What kind of promotion have you done to generate readership of RealitySandwich.com and Evolver.net? Why did you choose to go that route and why do you think it’s been successful for the site so far?
Our biggest problem up to this point has been operating without significant investment backing. So actually we haven’t really done much in the way of traditional marketing or promotion. Probably the main form of marketing promotion we’ve done has just been piggybacking on my appearances and media attention that comes to me. I speak at a lot of festivals; we try to spread the word that way.
| “[Books] can be extremely catalyzing and galvanizing for people. I really haven’t seen any other media forum that has exactly that same effect.” |
We really still have not had a budget to try out traditional marketing techniques and see how they boost our audience. We are hoping that is something that will be available to us in the fall. So word-of-mouth [and] we use Facebook and MySpace… We have a RealitySandwich.com Twitter [profile @realitysandwich] and so on, but it’s all been done whenever we can do it without having more capital at our disposal.
You are also the author of several books. Are books even necessary these days with so much information available online? Why did you feel like publishing books was important?
Last Christmas, we came out with an anthology of works from RealitySandwich.com that Penguin published, so that was another marketing tool for the Web site, and a really important one. I definitely think books are important. As I have experienced with my books, they can be extremely catalyzing and galvanizing for people. I really haven’t seen any other media forum that has exactly that same effect. So I think certain books — the right books — are still extremely valuable for people.

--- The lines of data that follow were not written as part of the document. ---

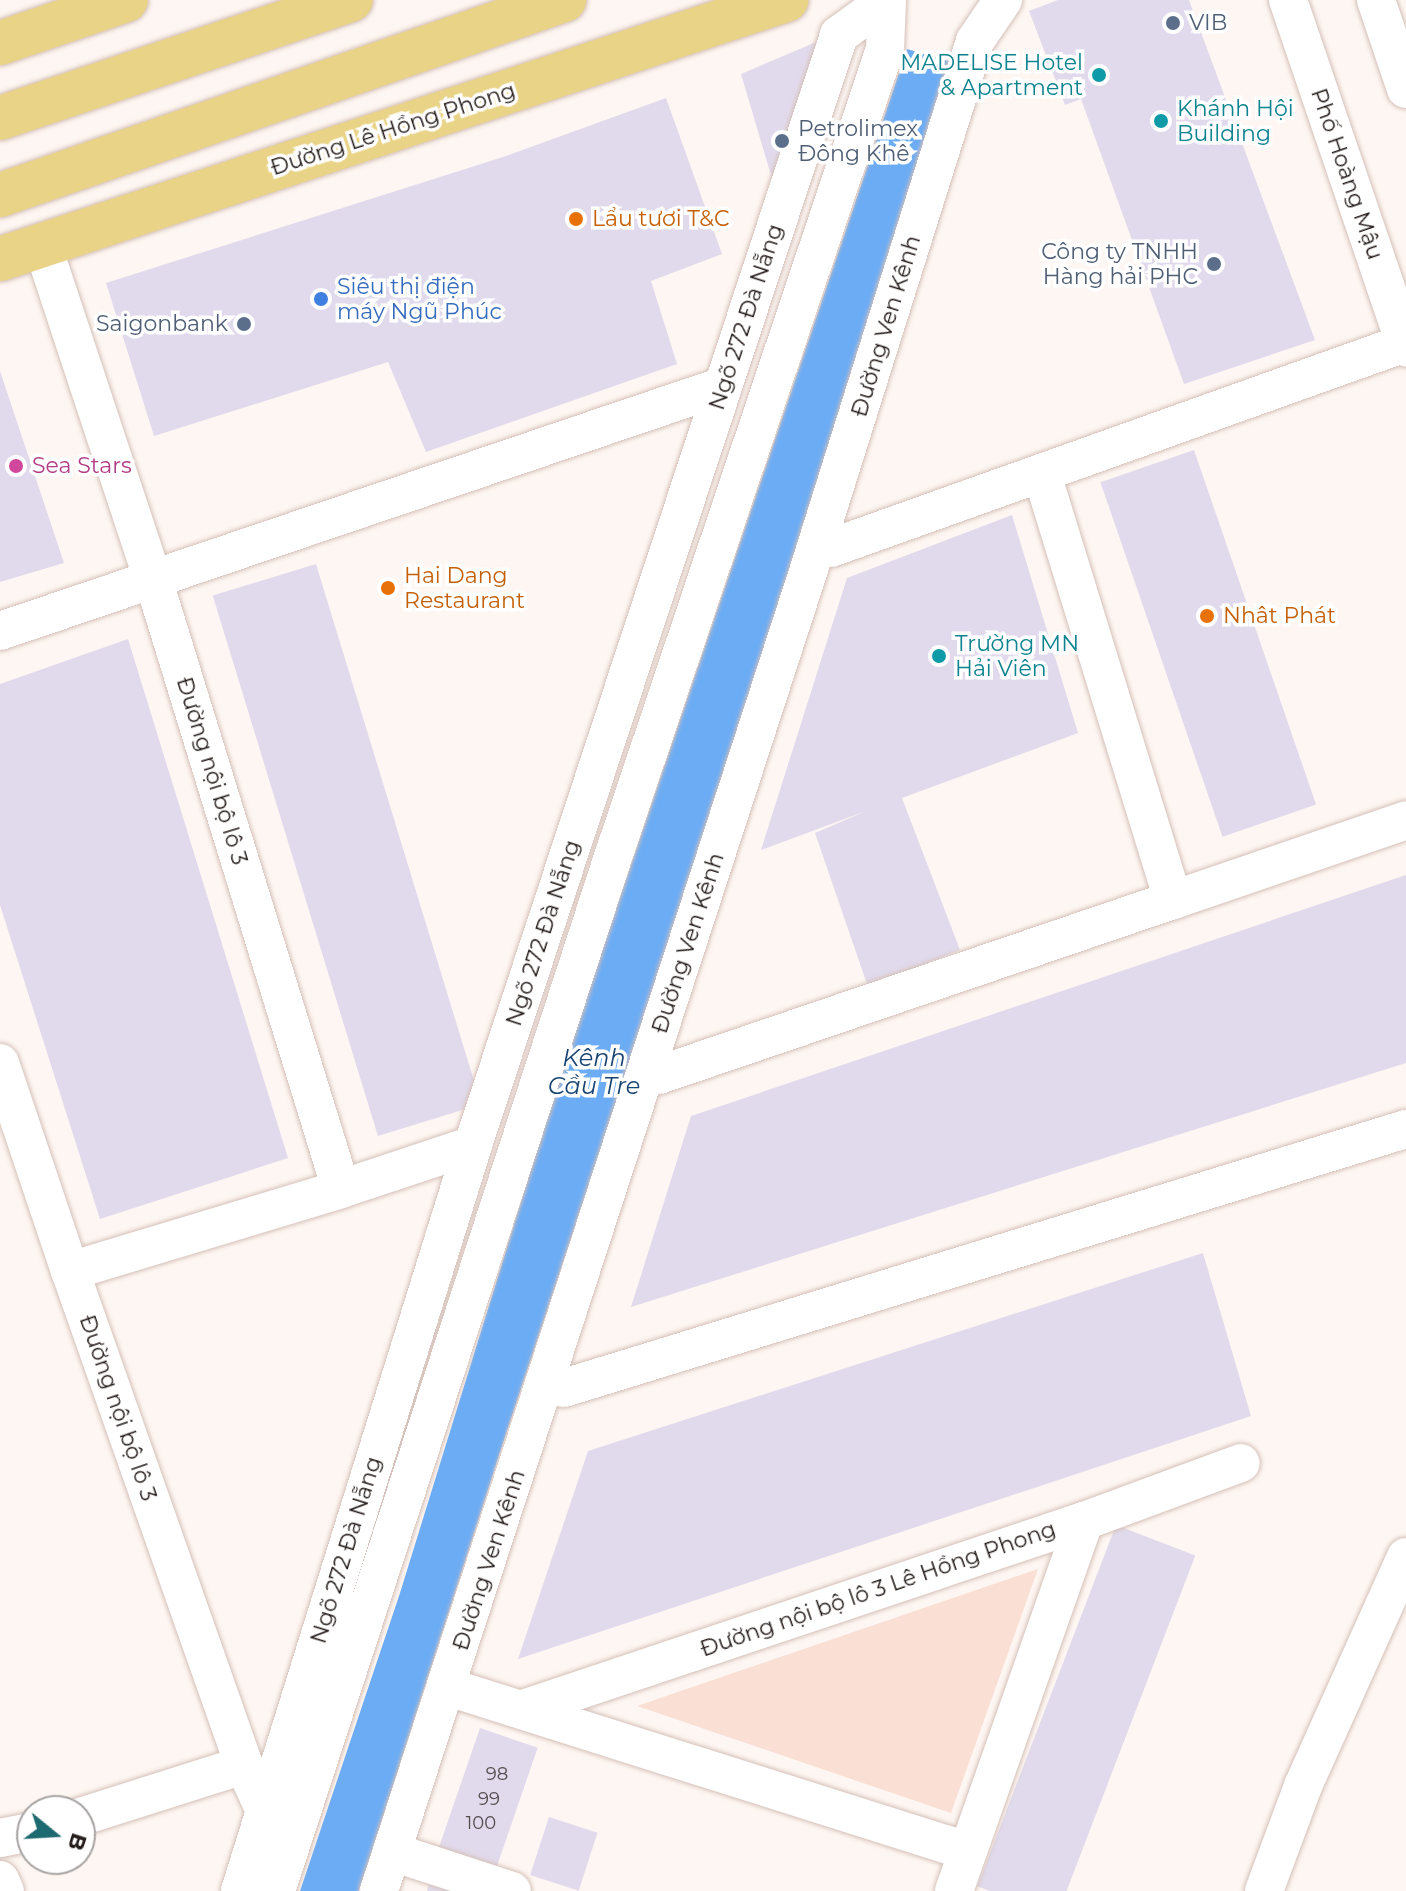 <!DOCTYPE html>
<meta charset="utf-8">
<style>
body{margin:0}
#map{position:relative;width:1406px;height:1891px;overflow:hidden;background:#fef6f2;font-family:Montserrat,sans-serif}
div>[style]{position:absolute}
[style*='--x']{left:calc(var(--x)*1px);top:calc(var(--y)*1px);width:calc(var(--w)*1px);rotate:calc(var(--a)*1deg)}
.green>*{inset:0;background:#fadfd5}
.water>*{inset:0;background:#6bacf5}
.building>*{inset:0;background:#e1daec;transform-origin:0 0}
.roads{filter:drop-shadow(0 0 2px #d4c0b8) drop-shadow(0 0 2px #d4c0b8)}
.minor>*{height:38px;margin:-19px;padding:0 19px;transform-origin:19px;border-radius:19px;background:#fff}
.major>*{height:44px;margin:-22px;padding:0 22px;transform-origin:22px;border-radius:22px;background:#e9d386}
.dots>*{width:22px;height:22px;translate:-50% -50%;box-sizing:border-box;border:4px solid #fff;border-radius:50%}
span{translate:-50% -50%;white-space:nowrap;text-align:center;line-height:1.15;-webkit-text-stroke:7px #fff;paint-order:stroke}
.number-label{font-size:18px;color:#534c4e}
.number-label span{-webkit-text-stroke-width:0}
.service-label{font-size:22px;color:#4e5e75}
.left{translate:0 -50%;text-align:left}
.right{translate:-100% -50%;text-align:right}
.culture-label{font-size:22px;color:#0d838f}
.street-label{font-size:22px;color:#241c1a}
.food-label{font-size:22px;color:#c56008}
.shop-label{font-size:22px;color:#366cbe}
.hotel-label{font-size:22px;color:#b23c85}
.water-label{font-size:24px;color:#174473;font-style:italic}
.north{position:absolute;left:16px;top:1795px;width:80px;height:80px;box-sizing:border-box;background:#fff;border:2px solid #a7a4a3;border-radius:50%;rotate:108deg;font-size:22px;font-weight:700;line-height:32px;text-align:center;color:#241c1a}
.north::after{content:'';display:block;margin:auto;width:28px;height:36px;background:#1e6a71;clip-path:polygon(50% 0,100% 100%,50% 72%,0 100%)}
</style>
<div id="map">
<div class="green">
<i style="clip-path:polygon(1038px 1569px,951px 1813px,637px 1706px)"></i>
</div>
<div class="water">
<i style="clip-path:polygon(907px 49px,961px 65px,506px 1434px,359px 1891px,300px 1891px,400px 1593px,564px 1063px)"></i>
</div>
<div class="building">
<i style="clip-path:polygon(1058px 0,1189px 0,1315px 340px,1184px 384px,1081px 99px,1065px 105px,1029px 11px)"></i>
<i style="clip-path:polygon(835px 34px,781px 209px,741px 74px)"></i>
<i style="clip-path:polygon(666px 98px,722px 254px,651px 281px,677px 364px,426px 452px,388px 362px,154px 436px,106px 283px,503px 157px)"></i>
<i style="clip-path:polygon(0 371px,64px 563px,0 582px)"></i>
<i style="left:1194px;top:450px;width:375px;height:99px;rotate:71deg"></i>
<i style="clip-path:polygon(1012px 515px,1078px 733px,902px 798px,960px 950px,868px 987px,815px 833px,866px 811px,761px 850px,847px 578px)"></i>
<i style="left:316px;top:564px;width:565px;height:108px;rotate:73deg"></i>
<i style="clip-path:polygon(128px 639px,288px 1158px,100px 1219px,0 905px,0 684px)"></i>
<i style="clip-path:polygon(1406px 875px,1406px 1063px,631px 1307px,691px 1116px)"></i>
<i style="clip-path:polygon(1203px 1253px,1251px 1416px,518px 1659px,588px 1451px)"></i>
<i style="left:1116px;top:1525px;width:85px;height:387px;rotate:21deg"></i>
<i style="left:480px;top:1728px;width:61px;height:128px;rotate:19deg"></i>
<i style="left:549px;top:1817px;width:51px;height:61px;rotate:18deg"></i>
<i style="clip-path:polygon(429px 1884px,449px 1890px,449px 1891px,427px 1891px)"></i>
</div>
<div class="roads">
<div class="minor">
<i style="--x:1288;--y:0;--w:367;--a:71.2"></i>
<i style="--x:1376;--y:0;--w:94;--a:71.4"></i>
<i style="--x:42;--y:244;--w:356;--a:71.7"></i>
<i style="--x:154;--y:582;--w:635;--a:72.88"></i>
<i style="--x:831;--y:548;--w:610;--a:-19.65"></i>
<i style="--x:0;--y:631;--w:763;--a:-18.72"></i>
<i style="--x:1173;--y:900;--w:246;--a:-18.9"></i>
<i style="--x:0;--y:1063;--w:219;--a:71.4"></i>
<i style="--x:659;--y:1075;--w:543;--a:-18.8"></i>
<i style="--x:1173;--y:900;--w:447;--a:-107.1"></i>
<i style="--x:564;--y:1388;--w:881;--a:-17.1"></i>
<i style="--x:464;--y:1692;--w:528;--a:17.54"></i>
<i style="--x:523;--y:1709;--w:592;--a:-18.53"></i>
<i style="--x:1084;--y:1521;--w:167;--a:-20.3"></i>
<i style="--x:265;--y:1811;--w:51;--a:-114.5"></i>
<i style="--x:244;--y:1765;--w:524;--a:-109.4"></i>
<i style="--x:70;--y:1271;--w:283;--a:-16.8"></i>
<i style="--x:341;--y:1189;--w:139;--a:-18.4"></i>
<i style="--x:80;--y:1817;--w:172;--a:-17.6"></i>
<i style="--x:0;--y:1838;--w:33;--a:-11"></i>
<i style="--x:411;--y:1858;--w:106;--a:18.1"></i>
<i style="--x:0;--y:1880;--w:12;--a:66"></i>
<i style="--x:240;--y:1891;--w:782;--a:-72.65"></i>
<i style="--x:473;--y:1145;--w:1169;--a:-71.75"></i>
<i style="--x:839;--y:35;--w:59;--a:-36.1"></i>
<i style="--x:276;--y:1891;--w:1094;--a:-71.95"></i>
<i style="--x:615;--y:851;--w:846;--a:-71.39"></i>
<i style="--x:885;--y:49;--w:48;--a:-87.6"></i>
<i style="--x:379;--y:1891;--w:1390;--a:-71.98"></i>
<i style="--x:809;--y:569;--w:553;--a:-72.55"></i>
<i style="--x:975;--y:41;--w:50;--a:-55.7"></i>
<i style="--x:954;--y:1891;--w:392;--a:-70.6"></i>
<i style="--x:1264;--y:1891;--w:112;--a:-69.6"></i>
<i style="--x:1303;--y:1786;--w:251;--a:-65.8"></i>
</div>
<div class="major">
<i style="--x:0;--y:43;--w:133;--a:-18.8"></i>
<i style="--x:0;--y:118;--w:370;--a:-18.6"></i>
<i style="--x:0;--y:195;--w:597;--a:-19.07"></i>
<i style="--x:0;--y:259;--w:828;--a:-18.24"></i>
</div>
</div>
<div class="dots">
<i style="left:1173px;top:23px;background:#5c6f8a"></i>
<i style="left:1099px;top:75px;background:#0f9aa8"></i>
<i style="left:1161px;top:121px;background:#0f9aa8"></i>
<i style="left:782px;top:141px;background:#5c6f8a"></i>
<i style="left:576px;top:219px;background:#e8710a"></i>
<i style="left:1214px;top:264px;background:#5c6f8a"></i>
<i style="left:321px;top:299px;background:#3f7fe0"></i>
<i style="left:244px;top:324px;background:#5c6f8a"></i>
<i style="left:16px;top:466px;background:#d1479c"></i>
<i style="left:388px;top:588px;background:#e8710a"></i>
<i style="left:1207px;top:616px;background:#e8710a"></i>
<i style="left:939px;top:656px;background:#0f9aa8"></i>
</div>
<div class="number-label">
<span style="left:497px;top:1774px">98</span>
<span style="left:489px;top:1799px">99</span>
<span style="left:481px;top:1823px">100</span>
</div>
<div class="service-label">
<span class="left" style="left:1189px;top:23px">VIB</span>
<span class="left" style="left:798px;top:141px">Petrolimex<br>Đông Khê</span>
<span class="right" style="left:1198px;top:264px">Công ty TNHH<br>Hàng hải PHC</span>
<span class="right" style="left:228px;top:324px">Saigonbank</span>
</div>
<div class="culture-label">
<span class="right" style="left:1083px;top:75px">MADELISE Hotel<br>&amp; Apartment</span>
<span class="left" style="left:1177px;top:121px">Khánh Hội<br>Building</span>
<span class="left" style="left:955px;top:656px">Trường MN<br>Hải Viên</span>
</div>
<div class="street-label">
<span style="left:393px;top:129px;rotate:-18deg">Đường Lê Hồng Phong</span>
<span style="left:1347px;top:174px;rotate:71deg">Phố Hoàng Mậu</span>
<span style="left:746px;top:317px;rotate:-72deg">Ngõ 272 Đà Nẵng</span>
<span style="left:886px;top:326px;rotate:-73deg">Đường Ven Kênh</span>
<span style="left:212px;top:771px;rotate:73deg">Đường nội bộ lô 3</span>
<span style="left:543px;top:933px;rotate:-72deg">Ngõ 272 Đà Nẵng</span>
<span style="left:688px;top:943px;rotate:-72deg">Đường Ven Kênh</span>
<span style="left:118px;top:1408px;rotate:71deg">Đường nội bộ lô 3</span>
<span style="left:346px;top:1550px;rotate:-73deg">Ngõ 272 Đà Nẵng</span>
<span style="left:489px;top:1560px;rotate:-72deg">Đường Ven Kênh</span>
<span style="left:878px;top:1589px;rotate:-19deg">Đường nội bộ lô 3 Lê Hồng Phong</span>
</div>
<div class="food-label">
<span class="left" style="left:592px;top:219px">Lẩu tươi T&amp;C</span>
<span class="left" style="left:404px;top:588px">Hai Dang<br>Restaurant</span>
<span class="left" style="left:1223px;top:616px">Nhât Phát</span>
</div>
<div class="shop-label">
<span class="left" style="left:337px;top:299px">Siêu thị điện<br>máy Ngũ Phúc</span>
</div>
<div class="hotel-label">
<span class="left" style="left:32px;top:466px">Sea Stars</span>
</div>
<div class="water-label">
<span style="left:594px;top:1072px">Kênh<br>Cầu Tre</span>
</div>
<div class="north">B</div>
</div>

How do you see your vision for each online initiative playing out in the next five years, and what is your plan for getting there?
We have very big dreams and hopes and it’s definitely been a step-by-step process — and a learning process. I would love it if Evolver.net became a kind of hip, lifestyle brand that was associated with social evolution and consciousness change that comprised everything from music to sustainable development and ecological design and activation and participation; getting people aware that if we are to make the changes that are necessary in the face of this economic crisis and also the ecological catastrophe that we have created on the planet, we can’t look to governments or authority structures to make those changes. It’s up to individuals and local communities to transform their habits and practices.
Five tips for building a social network that supports social and ecological change
1. Put the global situation ahead of your personal desires for wealth and gratification.
2. Nurture talented people in local communities; inspire them to take on leadership roles.
3. Jump from online to off-line: Make it tangible. (We launched the “Evolver Spores,” more than 20 groups meeting monthly in the U.S. and abroad.)
4. Make partnerships and affiliations with likeminded organizations. Share resources.
5. Use graphic design to entice people, no matter what their backgrounds.
Jennifer Pullinger is a Richmond, Va.-based writer and communications professional with more than 10 years of experience in marketing, media relations, and journalism.